About Me: A Child of Divorce, Now a Divorce Coach

A Family Vacation That Wasn't

In the summer of 2024, I took a month-long trip to the Big Island of Hawaii with my family. It's the tropical paradise where I spent my childhood and where my father still lives. My mom, who has since moved to North Carolina to be closer to us, also decided to visit the island during this time.

Thirty days in paradise, without work, two grandkids in tow, and nothing but time to enjoy nature and being with family. It should have been perfect. And yet...

Over the course of this month, my parents, who divorced 26 years ago in this very place, didn't speak or see each other even once.

The Lingering Effects of Divorce

At 41 years old, I found myself once again in the middle of my parents' unresolved conflict.
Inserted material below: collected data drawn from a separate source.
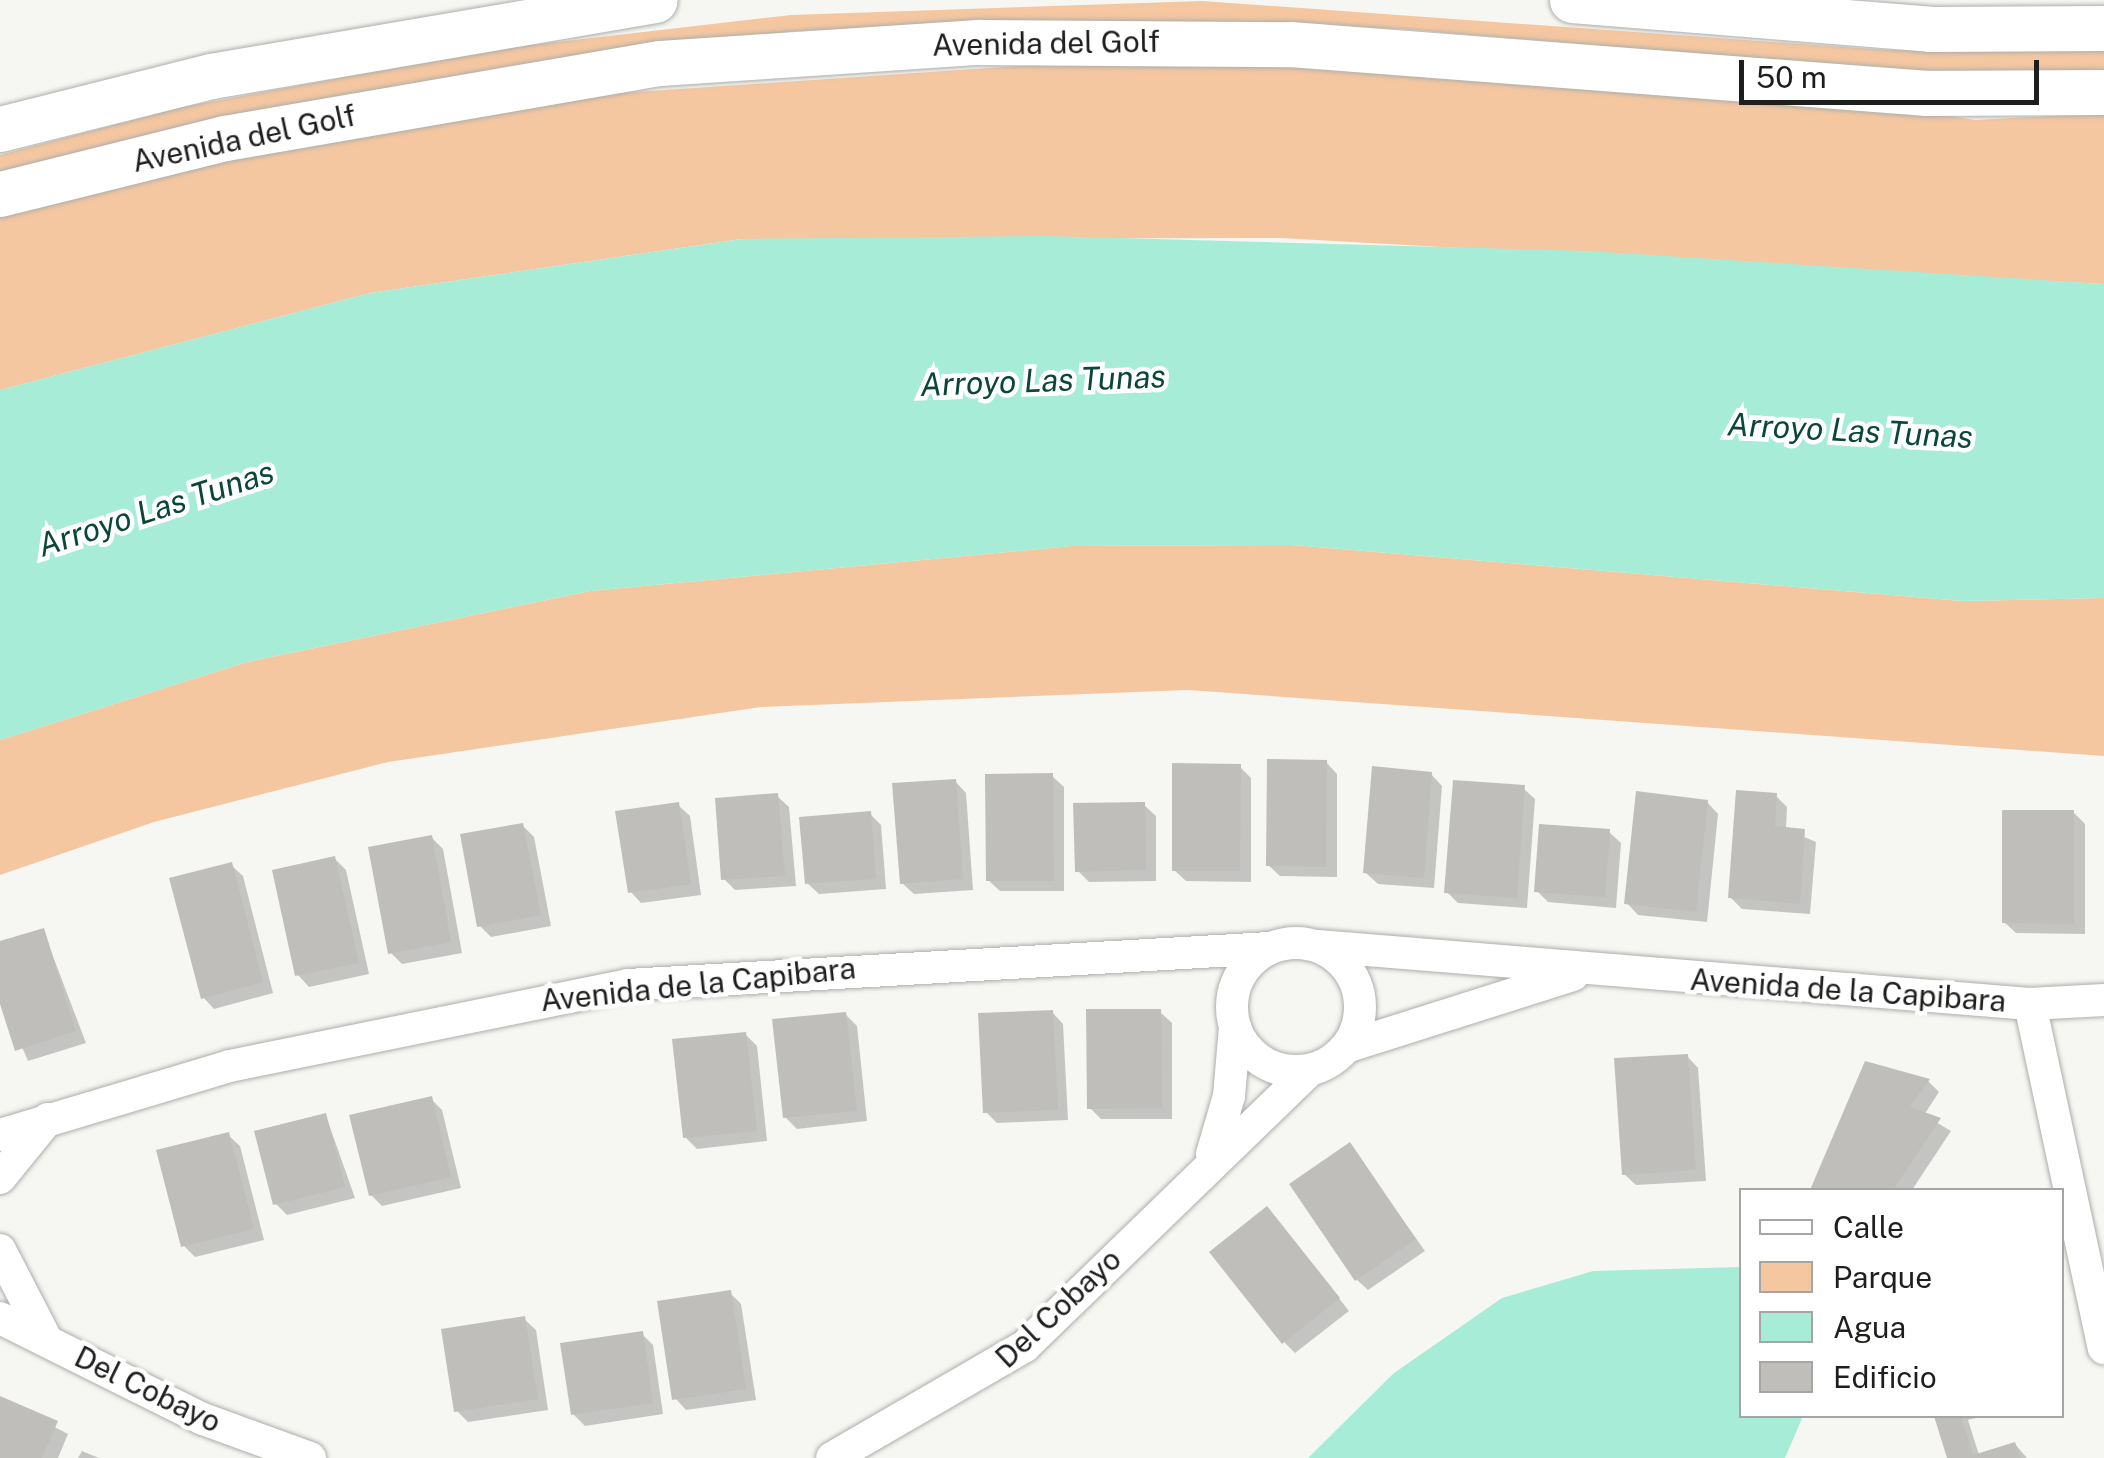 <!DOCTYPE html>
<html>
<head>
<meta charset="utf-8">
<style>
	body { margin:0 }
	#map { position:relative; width:2104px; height:1458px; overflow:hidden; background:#f6f7f3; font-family:"Public Sans",sans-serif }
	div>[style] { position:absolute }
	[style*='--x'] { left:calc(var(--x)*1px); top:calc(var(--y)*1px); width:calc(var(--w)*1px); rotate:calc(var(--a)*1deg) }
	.green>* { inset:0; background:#f4c7a1 }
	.water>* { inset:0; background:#a7ecd7 }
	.shadow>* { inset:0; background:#0003 }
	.building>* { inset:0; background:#bfbebb }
	.roads { filter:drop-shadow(0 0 2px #adaeaa) drop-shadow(0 0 2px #adaeaa) }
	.street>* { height:32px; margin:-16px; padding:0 16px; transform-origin:16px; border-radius:16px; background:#fff }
	.street>.ring { margin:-16px; padding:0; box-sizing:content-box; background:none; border:32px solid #fff; border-radius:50% }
	.secondary>* { height:45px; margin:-22.5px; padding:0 22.5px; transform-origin:22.5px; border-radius:22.5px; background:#fff }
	span { translate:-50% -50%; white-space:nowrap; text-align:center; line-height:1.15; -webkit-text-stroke:9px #fff; paint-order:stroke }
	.street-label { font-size:30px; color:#1e1f1d }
	.water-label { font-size:32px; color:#0a4639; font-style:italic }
	.legend { position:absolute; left:1739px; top:1188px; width:325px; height:230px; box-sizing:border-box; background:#fff; border:2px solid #a5a5a5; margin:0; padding:12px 18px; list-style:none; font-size:30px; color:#1e1f1d }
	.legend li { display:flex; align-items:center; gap:20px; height:50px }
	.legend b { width:50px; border:2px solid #a5a5a5 }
	.scale { position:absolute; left:1739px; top:60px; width:300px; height:45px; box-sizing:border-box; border:5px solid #1e1f1d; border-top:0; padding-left:12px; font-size:30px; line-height:35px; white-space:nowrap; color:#1e1f1d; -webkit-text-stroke:8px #fff; paint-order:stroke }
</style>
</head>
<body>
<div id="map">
	<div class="green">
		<div style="clip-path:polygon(1202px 1px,1886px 50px,2104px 51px,2104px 70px,1885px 70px,1402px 29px,1201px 22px,796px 31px,508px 66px,187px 127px,0 177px,0 155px,182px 107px,505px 48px,791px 15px)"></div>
		<div style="clip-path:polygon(1151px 57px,1865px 104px,1976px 120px,2104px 113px,2104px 284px,1281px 238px,742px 239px,370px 293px,0 390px,0 216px,53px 200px,342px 132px,577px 96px)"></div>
		<div style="clip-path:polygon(1292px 545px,1963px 601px,2104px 598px,2104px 756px,1188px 690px,761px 707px,388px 762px,154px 822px,0 875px,0 740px,247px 662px,590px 591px,1072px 546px)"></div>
	</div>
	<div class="water">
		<div style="clip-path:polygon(1046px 236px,1588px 251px,2104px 284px,2104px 598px,1963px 601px,1292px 545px,1072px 546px,590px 591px,247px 662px,0 740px,0 390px,370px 293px,742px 239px)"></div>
		<div style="clip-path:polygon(1741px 1267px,1742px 1416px,1803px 1416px,1785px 1458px,1308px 1458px,1394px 1373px,1502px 1298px,1593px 1271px)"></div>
	</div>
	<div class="shadow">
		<div style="clip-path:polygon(1326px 762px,1337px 774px,1337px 877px,1280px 876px,1268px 865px)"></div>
		<div style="clip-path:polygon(1239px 766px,1251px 778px,1251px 882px,1186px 881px,1174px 870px)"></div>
		<div style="clip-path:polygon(1431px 774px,1442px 786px,1434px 888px,1378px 884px,1366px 873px)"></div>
		<div style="clip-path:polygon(1052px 776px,1064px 787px,1064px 891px,1000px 891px,988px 880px)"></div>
		<div style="clip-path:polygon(955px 781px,966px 793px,973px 890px,914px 894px,902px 883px)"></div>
		<div style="clip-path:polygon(1523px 788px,1535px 799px,1527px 908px,1458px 903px,1447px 892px)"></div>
		<div style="clip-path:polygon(777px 796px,789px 807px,796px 886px,735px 890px,724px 879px)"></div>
		<div style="clip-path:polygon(1776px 796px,1787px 807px,1786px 829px,1816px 842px,1810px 914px,1742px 909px,1730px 897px)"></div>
		<div style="clip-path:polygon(1707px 802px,1718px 814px,1707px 922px,1638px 915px,1627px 903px)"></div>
		<div style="clip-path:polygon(678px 805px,690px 816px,701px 895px,641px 903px,630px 891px)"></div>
		<div style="clip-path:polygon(1144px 805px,1156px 816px,1156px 881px,1089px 882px,1077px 870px)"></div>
		<div style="clip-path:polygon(2073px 812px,2085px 824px,2085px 934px,2016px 933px,2004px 922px)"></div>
		<div style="clip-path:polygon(870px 814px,881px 825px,886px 889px,819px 894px,807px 883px)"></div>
		<div style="clip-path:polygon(522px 825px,534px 837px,551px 926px,491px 937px,480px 926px)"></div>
		<div style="clip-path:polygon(1609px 832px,1621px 843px,1616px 908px,1548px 902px,1537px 891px)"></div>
		<div style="clip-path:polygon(432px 838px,443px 849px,462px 953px,402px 964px,390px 952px)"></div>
		<div style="clip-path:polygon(335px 859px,346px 870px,369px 974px,309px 987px,298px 975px)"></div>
		<div style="clip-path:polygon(231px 865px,243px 876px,273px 993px,214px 1009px,203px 997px)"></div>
		<div style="clip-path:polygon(43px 930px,86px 1043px,28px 1061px,0 995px,0 944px)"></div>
		<div style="clip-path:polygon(1052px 1012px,1063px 1024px,1068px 1120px,997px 1123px,986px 1112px)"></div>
		<div style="clip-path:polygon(1160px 1012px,1172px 1023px,1172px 1119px,1101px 1119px,1090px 1108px)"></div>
		<div style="clip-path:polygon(845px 1014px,857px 1026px,867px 1121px,797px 1129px,785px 1117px)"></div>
		<div style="clip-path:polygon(745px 1034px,757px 1046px,767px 1141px,697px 1149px,685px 1137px)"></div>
		<div style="clip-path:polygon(1687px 1056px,1698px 1068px,1706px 1181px,1636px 1185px,1624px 1174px)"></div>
		<div style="clip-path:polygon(1928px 1081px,1939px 1092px,1924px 1115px,1951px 1131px,1912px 1190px,1813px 1189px)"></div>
		<div style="clip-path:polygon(431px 1099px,442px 1110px,461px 1188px,382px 1206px,371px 1195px)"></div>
		<div style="clip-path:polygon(326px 1116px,355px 1198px,287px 1215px,275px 1203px)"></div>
		<div style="clip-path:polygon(228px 1135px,240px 1146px,264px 1240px,195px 1257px,184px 1246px)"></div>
		<div style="clip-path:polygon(1350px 1146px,1425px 1251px,1368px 1290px,1356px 1279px)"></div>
		<div style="clip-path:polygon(1278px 1221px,1349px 1311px,1295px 1353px,1284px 1342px)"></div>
		<div style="clip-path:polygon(730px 1293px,741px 1304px,756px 1400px,686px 1410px,675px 1398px)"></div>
		<div style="clip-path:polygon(524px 1319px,536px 1330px,548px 1410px,468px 1422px,456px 1410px)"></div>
		<div style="clip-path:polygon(642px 1334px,653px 1345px,663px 1414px,585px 1426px,573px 1414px)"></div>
		<div style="clip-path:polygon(0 1399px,68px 1434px,58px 1458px,0 1458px)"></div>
		<div style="clip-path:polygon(1936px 1416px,1983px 1416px,1968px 1420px,1979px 1455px,2015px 1444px,2027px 1458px,1949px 1458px)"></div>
		<div style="clip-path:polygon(82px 1451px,99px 1458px,78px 1458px)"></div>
	</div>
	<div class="building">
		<div style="clip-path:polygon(1267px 759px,1327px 760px,1326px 867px,1266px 866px)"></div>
		<div style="clip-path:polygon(1172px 763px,1241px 764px,1240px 871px,1172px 871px)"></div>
		<div style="clip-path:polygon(1372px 766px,1432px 772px,1424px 878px,1363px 873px)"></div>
		<div style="clip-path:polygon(1053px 773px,1054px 881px,986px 881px,985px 774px)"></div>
		<div style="clip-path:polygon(956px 779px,963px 879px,900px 884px,892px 783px)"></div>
		<div style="clip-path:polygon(1453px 780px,1525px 785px,1517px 898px,1444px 893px)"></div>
		<div style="clip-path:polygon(1736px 790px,1777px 793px,1775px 826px,1805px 829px,1800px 904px,1728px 898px)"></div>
		<div style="clip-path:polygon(1636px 791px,1708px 800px,1696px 912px,1624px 904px)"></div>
		<div style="clip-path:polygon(778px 793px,785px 876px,721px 880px,715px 798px)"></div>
		<div style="clip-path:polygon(679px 802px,691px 884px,628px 893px,615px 811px)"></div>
		<div style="clip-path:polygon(1145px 802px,1146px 870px,1075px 872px,1073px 803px)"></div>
		<div style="clip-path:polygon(2002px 810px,2074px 810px,2074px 924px,2002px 923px)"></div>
		<div style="clip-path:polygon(871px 811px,876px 879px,805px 884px,799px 817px)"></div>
		<div style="clip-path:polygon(523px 823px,541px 915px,477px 927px,460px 834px)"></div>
		<div style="clip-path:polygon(1539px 824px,1610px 829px,1605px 897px,1534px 892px)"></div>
		<div style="clip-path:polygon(432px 835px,451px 942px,388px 954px,368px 847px)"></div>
		<div style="clip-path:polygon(335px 856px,359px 963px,295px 976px,272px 870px)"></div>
		<div style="clip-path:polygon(232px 862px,263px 982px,201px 999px,169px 878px)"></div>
		<div style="clip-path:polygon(44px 928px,76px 1031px,15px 1051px,0 1004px,0 941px)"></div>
		<div style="clip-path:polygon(1086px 1009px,1161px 1009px,1162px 1108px,1087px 1109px)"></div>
		<div style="clip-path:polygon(1053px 1010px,1058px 1110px,983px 1113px,978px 1013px)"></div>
		<div style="clip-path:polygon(846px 1012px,857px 1111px,783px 1118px,772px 1019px)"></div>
		<div style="clip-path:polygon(746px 1032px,757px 1131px,683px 1138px,672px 1039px)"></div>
		<div style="clip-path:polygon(1688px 1054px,1696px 1170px,1622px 1175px,1614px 1058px)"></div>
		<div style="clip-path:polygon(1865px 1061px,1930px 1079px,1910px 1107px,1941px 1118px,1893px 1190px,1810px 1190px)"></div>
		<div style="clip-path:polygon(432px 1096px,451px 1177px,369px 1196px,349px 1115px)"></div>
		<div style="clip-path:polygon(326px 1113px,345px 1187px,273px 1205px,254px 1131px)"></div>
		<div style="clip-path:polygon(229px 1132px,254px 1229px,181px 1247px,156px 1150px)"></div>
		<div style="clip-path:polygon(1350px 1142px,1416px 1239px,1355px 1281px,1289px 1184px)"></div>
		<div style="clip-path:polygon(1267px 1206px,1340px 1298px,1282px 1344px,1209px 1252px)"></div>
		<div style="clip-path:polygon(731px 1290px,746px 1389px,672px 1400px,657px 1301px)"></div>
		<div style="clip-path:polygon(525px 1316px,538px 1399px,454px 1412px,441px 1329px)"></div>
		<div style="clip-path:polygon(643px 1331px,653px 1403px,571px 1415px,560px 1343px)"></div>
		<div style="clip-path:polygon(0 1396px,58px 1421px,42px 1458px,0 1458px)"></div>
		<div style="clip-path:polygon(1934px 1416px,1961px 1416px,1973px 1455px,2015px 1442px,2021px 1458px,1947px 1458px)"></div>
	</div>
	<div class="roads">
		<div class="street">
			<div class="ring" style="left:1232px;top:943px;width:96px;height:96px"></div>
			<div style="--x:1318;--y:946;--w:714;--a:4.66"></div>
			<div style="--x:2030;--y:1004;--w:74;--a:-3.1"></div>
			<div style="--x:2030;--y:1004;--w:352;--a:77.9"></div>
			<div style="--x:1349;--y:1046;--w:235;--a:-17.6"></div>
			<div style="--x:0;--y:1135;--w:240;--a:-16.7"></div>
			<div style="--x:230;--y:1066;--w:406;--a:-11.5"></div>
			<div style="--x:628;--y:985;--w:643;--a:-3.3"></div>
			<div style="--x:1212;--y:1154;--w:60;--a:-73.7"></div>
			<div style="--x:1229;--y:1096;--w:69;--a:-85"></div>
			<div style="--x:0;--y:1178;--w:76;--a:-50.9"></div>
			<div style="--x:0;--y:1250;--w:98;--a:62.7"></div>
			<div style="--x:0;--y:1318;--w:227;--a:26.5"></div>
			<div style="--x:203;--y:1419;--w:114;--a:20"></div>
			<div style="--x:832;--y:1458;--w:223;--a:-30.1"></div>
			<div style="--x:1025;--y:1346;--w:395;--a:-44.1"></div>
		</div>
		<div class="secondary">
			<div style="--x:1572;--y:0;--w:359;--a:4.6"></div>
			<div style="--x:1930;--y:29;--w:174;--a:-0.3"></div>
			<div style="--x:0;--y:129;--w:218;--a:-14.1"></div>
			<div style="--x:211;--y:76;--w:450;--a:-9.7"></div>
			<div style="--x:0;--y:194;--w:232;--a:-14"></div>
			<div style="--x:225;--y:138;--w:441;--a:-9.8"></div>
			<div style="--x:660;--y:63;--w:319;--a:-3.8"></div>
			<div style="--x:978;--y:42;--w:312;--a:0.4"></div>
			<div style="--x:1290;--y:44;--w:639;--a:4.4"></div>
			<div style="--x:1927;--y:93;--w:177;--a:-0.3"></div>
		</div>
	</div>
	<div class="street-label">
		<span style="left:1046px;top:43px;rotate:-1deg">Avenida del Golf</span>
		<span style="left:244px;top:138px;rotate:-12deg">Avenida del Golf</span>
		<span style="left:698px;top:984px;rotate:-6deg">Avenida de la Capibara</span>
		<span style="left:1848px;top:990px;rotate:4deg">Avenida de la Capibara</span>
		<span style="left:1058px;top:1308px;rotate:-43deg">Del Cobayo</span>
		<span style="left:148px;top:1389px;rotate:26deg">Del Cobayo</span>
	</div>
	<div class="water-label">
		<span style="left:1043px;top:381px;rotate:-2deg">Arroyo Las Tunas</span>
		<span style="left:1850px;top:431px;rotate:3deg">Arroyo Las Tunas</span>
		<span style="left:156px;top:509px;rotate:-18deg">Arroyo Las Tunas</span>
	</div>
	<ul class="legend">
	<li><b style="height:12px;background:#fff"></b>Calle</li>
	<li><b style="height:28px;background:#f4c7a1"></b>Parque</li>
	<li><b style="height:28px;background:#a7ecd7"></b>Agua</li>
	<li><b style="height:28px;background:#bfbebb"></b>Edificio</li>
	</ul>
	<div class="scale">50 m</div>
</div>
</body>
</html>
They've barely spoken to one another since the divorce, and I was left wondering who I should include (and who I shouldn't) when we went to the beach, out to eat, or on a nice day trip.

My parents split when I was 16. As a child of divorce, I've long held onto a hope that someday, when they've healed and moved on from their pain, I'd again be able to sit down with both of them, at ease in their presence, talk about my life, and hear stories I'd long forgotten about my own childhood.

Unfulfilled Hopes

When I had children, I thought that grandkids might be the catalyst that finally brought my parents back together, at least to have a cordial relationship. I imagined them both joining us for holidays and special occasions, doting on our girls and sharing stories about what daddy was like as a kid.

This trip to Hawaii seemed like the perfect opportunity to finally bridge the divide and create new memories as a family spanning three generations.

But it didn't happen.

The Reality of Long-Term Separation

Twenty-six years later, my parents still don't talk to one another. They don't coordinate their visits, and because they aren't comfortable in one another's presence, it's awkward to have them in the same place at the same time.

When they both unexpectedly joined me for my 41st birthday last year, it was tremendously uncomfortable. Instead of feeling joyful and relaxed, I found myself anxious and nervous, wondering how they would interact and burdened by my own pent-up expectations.

It feels like I lost both of my parents to divorce.

Nobody died, but in the years following their separation, there was no reconciliation. From that point forward, seeing my parents together became a source of angst and discomfort rather than ease and comfort.

It Didn't Have to Be This Way

Contrary to what you might think, my parents didn't have a high-conflict divorce. They didn't end up in court. The marriage didn't end due to infidelity. There was no substance abuse or domestic violence. They even mediated their separation agreement.

Like many marriages that end in divorce, however, there was ongoing miscommunication and resentment. And like many divorces, the ineffective communication strategies and emotionally reactive behaviors that defined the later years of the marriage carried over into the divorce process, making it a difficult experience for everyone involved.

My Mission as a Divorce Coach

As a divorce coach, one of my deepest desires is to help individuals chart a new direction right here, right now, while the divorce is happening. I want to help men, particularly those with children, to:

  1. Define what they see as the 'best possible divorce' for themselves and their families.

  2. Envision what they want their lives to look and feel like 5 years from now, and understand what needs to happen today to make that future a reality.

  3. Better understand the challenges that plagued their marriage, and recognize their own contributions to those problems, so they don't repeat the same mistakes in future relationships.

  4. Communicate more effectively—with their ex-spouse, children, and divorce team—to experience a more amicable divorce, clearly advocate for their needs and interests, and learn new strategies to productively deal with tension and conflict.

A Better Future Is Possible

No child should lose their family to divorce. As someone who has lived through this experience, I'm committed to helping you navigate your divorce in a way that preserves your family bonds, even as they change. Together, we can work towards a future where your children don't have to choose sides or manage their parents' emotions, but instead can enjoy the love and support of both parents, even if they're no longer together.

Your divorce doesn't have to define your family's future. Let's work together to create a new narrative—one of healing, growth, and resilience.

Training & Qualifications:

  • Certified Health & Wellbeing Coach

  • Introductory Interdisciplinary Collaborative Practice Training

  • Polyvagal Theory: Neural Exercises for Safety and Connection with Dr. Porges

  • [In Process] Certified Divorce Coach

  • Men’s Group & Men’s Work Facilitator

Prior to becoming a coach, I worked for 15 years as a mid-level executive leading Quality Assurance activities and ensuring FDA compliance for herbal medicines and dietary supplements. I hold a B.Sc. degree in Chemistry from the Colorado School of Mines.

I am married and have two young children (ages 4 and 7).